Genzyme also raised $173 million in two equity financings managed by Credit Suisse First Boston.
In a wide-ranging interview, Mr. McLachlan spoke with American Banker about Cambridge, Mass.-based Genzyme's banking relationships and the commercial and investment banking landscape.
How did you select a bank to lead your last syndicated credit?
McLACHLAN: I went to Credit Suisse First Boston first, and they suggested that I would get a better deal with a commercial bank. That's a good relationship with an investment bank.
Didn't they offer the services of their own loan syndication unit?
McLACHLAN: They did, but they suggested it was more likely that our existing commercial bank could be more aggressive because of the relationship. They were honest about it. As I got terms from the commercial bank, I shared them with my investment bank to make sure that they were better than they could do. (First Boston) said that, based on what we needed and what we were looking for, that they thought a commercial bank would provide a better deal.
Was Fleet your first choice among commercial banks?
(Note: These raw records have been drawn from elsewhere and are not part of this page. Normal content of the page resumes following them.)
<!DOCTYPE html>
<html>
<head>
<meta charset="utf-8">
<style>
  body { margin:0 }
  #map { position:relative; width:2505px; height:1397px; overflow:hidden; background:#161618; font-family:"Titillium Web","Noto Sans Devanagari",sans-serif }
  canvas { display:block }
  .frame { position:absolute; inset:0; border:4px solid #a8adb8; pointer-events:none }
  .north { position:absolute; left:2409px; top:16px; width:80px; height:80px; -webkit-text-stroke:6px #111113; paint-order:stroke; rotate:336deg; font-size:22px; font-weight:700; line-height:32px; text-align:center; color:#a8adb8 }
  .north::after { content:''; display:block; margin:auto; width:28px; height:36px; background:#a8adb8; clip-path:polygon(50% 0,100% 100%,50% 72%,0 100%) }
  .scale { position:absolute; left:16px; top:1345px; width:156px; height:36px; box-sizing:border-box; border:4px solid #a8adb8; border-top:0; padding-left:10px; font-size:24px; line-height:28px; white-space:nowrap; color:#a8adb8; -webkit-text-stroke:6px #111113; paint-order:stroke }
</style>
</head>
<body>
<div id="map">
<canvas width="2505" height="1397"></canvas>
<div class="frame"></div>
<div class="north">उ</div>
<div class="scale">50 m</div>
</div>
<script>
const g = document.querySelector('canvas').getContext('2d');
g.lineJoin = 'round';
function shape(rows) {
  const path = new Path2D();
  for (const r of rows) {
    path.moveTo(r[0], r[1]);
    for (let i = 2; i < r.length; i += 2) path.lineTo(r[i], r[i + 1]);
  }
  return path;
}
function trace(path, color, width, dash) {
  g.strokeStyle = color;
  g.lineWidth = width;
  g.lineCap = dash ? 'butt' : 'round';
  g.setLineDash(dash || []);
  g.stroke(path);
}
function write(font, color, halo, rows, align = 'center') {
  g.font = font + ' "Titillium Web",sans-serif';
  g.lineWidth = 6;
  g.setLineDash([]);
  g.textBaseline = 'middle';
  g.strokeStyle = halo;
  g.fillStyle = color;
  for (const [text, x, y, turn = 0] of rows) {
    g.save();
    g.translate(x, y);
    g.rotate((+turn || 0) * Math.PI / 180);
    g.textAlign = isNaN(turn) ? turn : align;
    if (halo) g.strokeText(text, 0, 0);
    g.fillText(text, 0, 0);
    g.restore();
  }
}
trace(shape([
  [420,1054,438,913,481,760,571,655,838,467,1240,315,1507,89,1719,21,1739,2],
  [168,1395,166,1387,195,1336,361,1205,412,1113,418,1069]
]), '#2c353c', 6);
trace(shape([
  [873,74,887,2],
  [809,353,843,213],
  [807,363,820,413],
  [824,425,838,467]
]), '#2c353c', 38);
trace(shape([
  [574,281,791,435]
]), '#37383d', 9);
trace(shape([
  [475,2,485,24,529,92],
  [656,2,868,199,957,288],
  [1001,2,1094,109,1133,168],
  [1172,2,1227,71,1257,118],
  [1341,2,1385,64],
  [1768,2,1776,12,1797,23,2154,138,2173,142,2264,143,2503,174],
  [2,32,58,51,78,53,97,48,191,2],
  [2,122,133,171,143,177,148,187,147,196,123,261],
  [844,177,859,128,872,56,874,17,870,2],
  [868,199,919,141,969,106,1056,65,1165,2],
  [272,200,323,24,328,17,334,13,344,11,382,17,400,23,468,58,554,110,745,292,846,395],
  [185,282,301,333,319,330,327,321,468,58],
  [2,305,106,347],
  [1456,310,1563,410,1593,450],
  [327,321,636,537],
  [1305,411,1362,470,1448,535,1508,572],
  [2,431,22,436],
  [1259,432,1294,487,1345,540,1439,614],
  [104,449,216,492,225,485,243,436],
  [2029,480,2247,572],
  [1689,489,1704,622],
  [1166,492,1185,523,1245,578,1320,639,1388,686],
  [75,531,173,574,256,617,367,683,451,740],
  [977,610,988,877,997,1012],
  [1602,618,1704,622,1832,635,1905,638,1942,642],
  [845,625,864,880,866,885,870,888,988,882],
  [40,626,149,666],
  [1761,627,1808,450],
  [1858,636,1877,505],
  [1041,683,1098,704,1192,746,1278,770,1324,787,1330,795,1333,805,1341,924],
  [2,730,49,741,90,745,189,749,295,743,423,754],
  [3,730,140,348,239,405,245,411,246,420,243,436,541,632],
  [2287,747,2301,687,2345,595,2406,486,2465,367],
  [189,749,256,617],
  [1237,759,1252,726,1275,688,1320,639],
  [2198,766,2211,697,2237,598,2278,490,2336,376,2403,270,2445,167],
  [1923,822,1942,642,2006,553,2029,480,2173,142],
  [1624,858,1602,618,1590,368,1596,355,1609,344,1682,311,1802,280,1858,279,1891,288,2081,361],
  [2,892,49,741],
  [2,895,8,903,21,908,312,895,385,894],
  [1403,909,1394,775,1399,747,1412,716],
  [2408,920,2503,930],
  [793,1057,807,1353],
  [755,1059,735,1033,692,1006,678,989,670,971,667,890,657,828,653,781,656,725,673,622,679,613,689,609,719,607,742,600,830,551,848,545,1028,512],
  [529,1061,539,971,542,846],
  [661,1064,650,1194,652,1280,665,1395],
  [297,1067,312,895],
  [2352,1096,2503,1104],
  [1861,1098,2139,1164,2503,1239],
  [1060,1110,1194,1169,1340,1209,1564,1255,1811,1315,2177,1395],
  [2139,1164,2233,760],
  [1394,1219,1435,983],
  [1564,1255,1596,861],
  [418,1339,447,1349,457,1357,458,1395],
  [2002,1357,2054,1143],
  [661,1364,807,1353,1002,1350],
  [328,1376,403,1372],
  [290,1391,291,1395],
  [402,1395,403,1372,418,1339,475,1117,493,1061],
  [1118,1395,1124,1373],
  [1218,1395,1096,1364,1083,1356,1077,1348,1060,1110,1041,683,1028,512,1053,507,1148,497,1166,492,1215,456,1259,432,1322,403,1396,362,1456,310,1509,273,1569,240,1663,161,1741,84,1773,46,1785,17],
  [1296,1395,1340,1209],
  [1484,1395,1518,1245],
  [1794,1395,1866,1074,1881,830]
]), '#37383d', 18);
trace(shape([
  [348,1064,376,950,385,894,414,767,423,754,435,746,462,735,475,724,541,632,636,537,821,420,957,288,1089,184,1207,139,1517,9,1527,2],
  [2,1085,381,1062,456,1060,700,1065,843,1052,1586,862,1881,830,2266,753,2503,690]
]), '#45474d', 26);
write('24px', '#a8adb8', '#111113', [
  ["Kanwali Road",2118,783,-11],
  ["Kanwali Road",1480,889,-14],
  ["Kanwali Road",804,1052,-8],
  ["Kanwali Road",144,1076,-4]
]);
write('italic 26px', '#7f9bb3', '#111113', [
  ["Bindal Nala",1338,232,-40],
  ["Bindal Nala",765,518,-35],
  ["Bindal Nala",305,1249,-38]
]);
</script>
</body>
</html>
McLACHLAN: We had a false start. We went almost to the altar with another bank, and at the last minute as they moved it up the approval cycle, they backed out and left us high and dry. I was not a happy puppy.
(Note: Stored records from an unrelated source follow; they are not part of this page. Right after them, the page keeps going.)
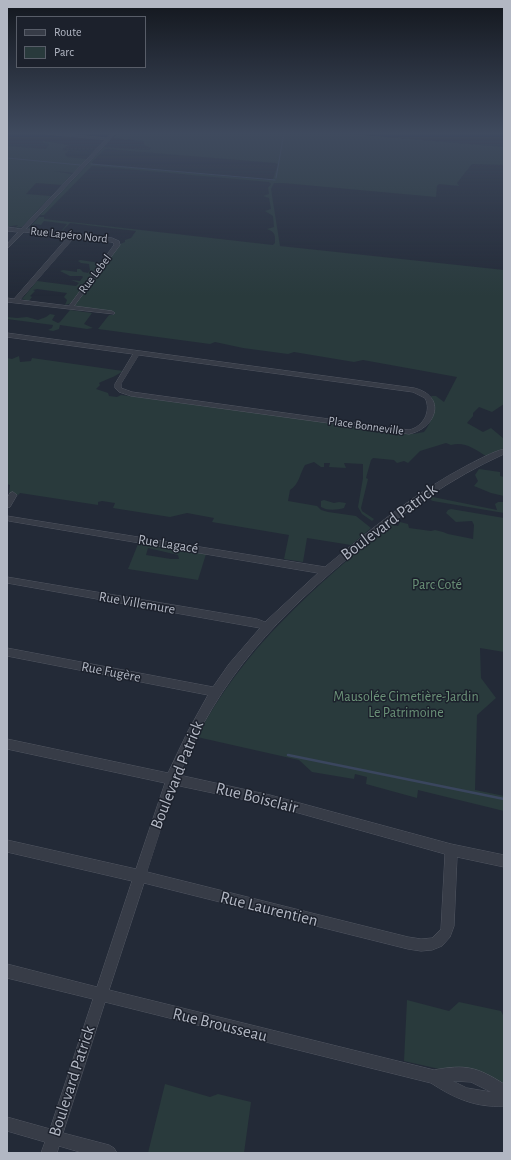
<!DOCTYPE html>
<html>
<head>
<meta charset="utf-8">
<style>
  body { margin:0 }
  #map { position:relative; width:511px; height:1160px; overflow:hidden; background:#232a37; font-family:"Alegreya Sans",sans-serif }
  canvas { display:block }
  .frame { position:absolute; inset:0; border:8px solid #b2b7c3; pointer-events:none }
  .legend { position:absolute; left:16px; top:16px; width:130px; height:52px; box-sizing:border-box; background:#1c212c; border:1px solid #585d68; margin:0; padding:5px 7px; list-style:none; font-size:12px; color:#b2b7c3 }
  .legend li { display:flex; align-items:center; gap:8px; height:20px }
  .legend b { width:20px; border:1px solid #585d68 }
</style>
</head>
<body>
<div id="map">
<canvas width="511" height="1160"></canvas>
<div class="frame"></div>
<ul class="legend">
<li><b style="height:5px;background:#373c47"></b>Route</li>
<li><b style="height:11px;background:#293a3c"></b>Parc</li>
</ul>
</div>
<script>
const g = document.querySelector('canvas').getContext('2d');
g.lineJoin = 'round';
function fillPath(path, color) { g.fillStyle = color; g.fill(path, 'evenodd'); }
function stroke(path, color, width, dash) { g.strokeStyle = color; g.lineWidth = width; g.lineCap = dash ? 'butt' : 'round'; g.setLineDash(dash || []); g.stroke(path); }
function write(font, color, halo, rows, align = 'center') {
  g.font = font + ' "Alegreya Sans",sans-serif'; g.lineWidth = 3; g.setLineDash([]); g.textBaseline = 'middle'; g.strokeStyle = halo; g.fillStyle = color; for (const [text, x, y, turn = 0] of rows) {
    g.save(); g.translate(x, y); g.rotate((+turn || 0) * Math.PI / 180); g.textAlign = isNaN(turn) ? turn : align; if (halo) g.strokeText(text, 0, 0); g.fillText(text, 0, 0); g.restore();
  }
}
const green = new Path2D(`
  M118,133H340L504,147V165L472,164L457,183L459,186L439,184L437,186L436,197L283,183H274L271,189L280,246L504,270V404L492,412L479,407L473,413V416L467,423L483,432L491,428L504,439V448L486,456C475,449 464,441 451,445L446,443L420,451L408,463L404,461L397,463L394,460L373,458L371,460L366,478L368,479L361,508L362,511L374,519L372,521L362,514L358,507L363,478V464L344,463L346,468L329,467L330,463H324V467H321L314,462L305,465C300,473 299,485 290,490L288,501L317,506L321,510L328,512L356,516L371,528L351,545L307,538L303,562L284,559L289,535L212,522L214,518L187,513L170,517L113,508L115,503L102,501L98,502V505L20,493L18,495L9,493L10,485L7,484V358L12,359L19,356L20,362L31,361L32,358L123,371C115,377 107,379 99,383L100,385L96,389L108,393L109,396L117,397L121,395L413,434L424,432C432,422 437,408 431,396H436L444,402L457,377L363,360L354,362L294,352L288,354L243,348L215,342L210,344L98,329L109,315H113L115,312L75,306V305L120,244L125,242V240L131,238L136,231L70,223L60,233L67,224L44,221L41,225L35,224L33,226L34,228L42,229L41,230L28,229L39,217H44V219L273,245L275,243C275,236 276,232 267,229L274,227L273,216L265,211L271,209L269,198L263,196L269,194L268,188L271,184L269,182L92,166L44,215H40L104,147L149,150L151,148L144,145V141L113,138ZM105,149L275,163L278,164L273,179L268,180L93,164L92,162Z
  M44,141L69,145L62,149L63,150L91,152L68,151L65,154L67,157L87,159L74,173L54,171L72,174L62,185L36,183L26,194L51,196L22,227L15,228L18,225L7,227V146L46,149L49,144L40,142Z
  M80,260L94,262L98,264C93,274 90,279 81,286L84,287L72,303L65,305L67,300L64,297L67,293L37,289L33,290L35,291L30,296L32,297L29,301L22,299L37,281L76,286L79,283L71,280L80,281L83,277L82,276H70L60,271L63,270L77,272V269H80L83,272L88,273L90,270L89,264L81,263L78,261Z
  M70,310L92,313L84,324L93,328L87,329L60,325L59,329L53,331L48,330L52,328L53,325L7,319V317L17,318L27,317L38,320L46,317L50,314L55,315L52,320L58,323L60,322Z
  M479,469L500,472V476L504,477V496L491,493L474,486L478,481L475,475Z
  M428,496L497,510L495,504L498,502H504V513L433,501L426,498Z
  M324,500L334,503L339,502L346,503L344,508C337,510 328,511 321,507V501Z
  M451,509L504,518V652L480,648L481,678L496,698L477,715L475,790L504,796V811L418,790L417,798L366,784L367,777L355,774L354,779L312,772L299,760L197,737C243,648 314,588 390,524L398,526L400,522L408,524L409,528L431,531L435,530L443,532L448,534L473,539L474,525L472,521L456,522L446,513L448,510Z
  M138,544L206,554L198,580L128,569ZM148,548L178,555L179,559H171L146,555Z
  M407,1000L449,1011L459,1002L501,1011L504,1017V1085L497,1083L482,1072L460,1067L439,1069L404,1061Z
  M165,1084L210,1097L218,1094L251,1102L244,1153H148Z`);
const streamFar1 = new Path2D(`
  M7,158L80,165
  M91,164L275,180
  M276,178L284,133`);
const stream = new Path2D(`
  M288,755L504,799`);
const minor = new Path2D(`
  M34,133H57L107,138L111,133H116L26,229L112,238L119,241L120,245L74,306L112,311L115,313L114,314L7,302V298L14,299L68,237L24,232L7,249V244L18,232L7,231V227L21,229L105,140ZM74,238L111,242L114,243V245L69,306L20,300Z
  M7,333L414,388C447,396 437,428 409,434L131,396L119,392L115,388V384L133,354L7,337ZM139,355L413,392L425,398C432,411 423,427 409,430L132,392L121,388V384Z
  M504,449V454C451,478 405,511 360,548C278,616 220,675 179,775L270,795L451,844L504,855V867L457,857L454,926L450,937L442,946L432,950L421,951L408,949L144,883L109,990L434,1070C466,1064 477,1067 504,1084V1106C476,1108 454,1098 431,1083L105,1002L63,1133L109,1145L114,1148L117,1153H83L59,1146L57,1153H41L45,1142L7,1131V1117L50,1129L93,999L7,978V964L97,987L132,881L7,852V840L136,869L165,783L7,749V739L168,773L188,731L208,695L7,656V648L213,687L229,664L260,628L7,583V577L257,619L265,622L318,573L9,521L7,520V516L325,567C370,530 416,492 468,465C480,459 492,452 504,449ZM175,785L270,805L445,854L441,929L432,938L421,939L408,937L147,872ZM453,1081L471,1082L491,1092L467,1088Z
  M13,492L17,495L10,507L7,508V498L10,493Z`);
const farStreetnames = [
  ["Rue Lapéro Nord",69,235,6],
  ["Rue Lebel",95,274,-53],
  ["Place Bonneville",366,426,8]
];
const streetNames = [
  ["Rue Lagacé",168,544,9],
  ["Rue Villemure",137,603,10],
  ["Rue Fugère",111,672,11]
];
const parkNames = [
  ["Parc Coté",437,585],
  ["Mausolée Cimetière-Jardin",406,697],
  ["Le Patrimoine",406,713]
];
const nearStreetnames = [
  ["Boulevard Patrick",389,522,-37],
  ["Boulevard Patrick",177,775,-68],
  ["Rue Boisclair",257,798,14],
  ["Rue Laurentien",269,909,14],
  ["Rue Brousseau",220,1025,14],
  ["Boulevard Patrick",72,1081,-72]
];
fillPath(green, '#293a3c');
stroke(streamFar1, '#3a465e', 1);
stroke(stream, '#3a465e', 2.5);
stroke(minor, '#525762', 1);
fillPath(minor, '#373c47');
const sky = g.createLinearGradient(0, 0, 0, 296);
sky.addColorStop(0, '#13171e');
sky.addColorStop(0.45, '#3f4a5e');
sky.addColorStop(1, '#3f4a5e00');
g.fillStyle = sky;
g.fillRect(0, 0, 511, 296);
write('12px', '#b2b7c3', '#1c212c', farStreetnames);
write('14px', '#b2b7c3', '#1c212c', streetNames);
write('14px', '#6b9278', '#1c212c', parkNames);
write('17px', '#b2b7c3', '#1c212c', nearStreetnames);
</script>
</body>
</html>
One of the reasons this New York money-center bank backed away is they didn't know us well enough. By the time they found out more about us through their due diligence, they decided that we were riskier than they wanted a client to be. It didn't bother Fleet. Fleet knew us.
We had gone with this bank because they were quoting rates that were much cheaper than Fleet's. Perhaps we should have understood what banking relationships are all about and recognized that we hadn't done business with this bank before.
I said I would never bank with them again. I have since calmed down and made a courtesy call to that bank and have begun to see if we can rebuild the relationship. It's important that you have fairly broad-based banking relationships..
Do you see commercial banks closing in on investment banks' business?
McLACHLAN: On the lending side, commercial banks are very much like investment banks today. The big difference is, and maybe Chase or some of the New York banks are different, that most commercial banks don't think like an investment bank.
Investment bankers think more like businessmen. They're less risk-averse than a commercial banker is. Some of the commercial banks are trying to change, but they don't have the reputation yet. Unless they're bringing a product that is unique to them, they really don't have a lot more to offer than an investment bank does.
What is most important for Genzyme in an investment bank?
McLACHLAN: Understanding what's going on in the industry and working with us to help build the company. You don't raise capital all the time, and frankly, when it gets time to raise capital your relationship with the bank becomes somewhat adversarial. Even though they represent you, the transaction very often becomes more important than the relationship. You have to be a little careful.
Why did Genzyme select Credit Suisse First Boston for its recent equity issues?
McLACHLAN: They presented to us a methodology for financing the company which was very intriguing, using classes of stock, which has never been done before in the biotech industry. Because of that recommendation, along with the fact that CSFB is a bulge-bracket bank, we felt that we were reaching the stage where we needed broader banking capabilities.
At your request, Nasdaq recently suspended trading of shares of Genzyme's tissue repair division during a Food and Drug Administration hearing. Why take this unusual step?
McLACHLAN: The thinking behind it is that these public hearings are covered by news reporters who generally are ignorant of the specific issue before the FDA panel. We said it doesn't make sense to have the stock reacting to news that's incomplete at best and in some cases erroneous.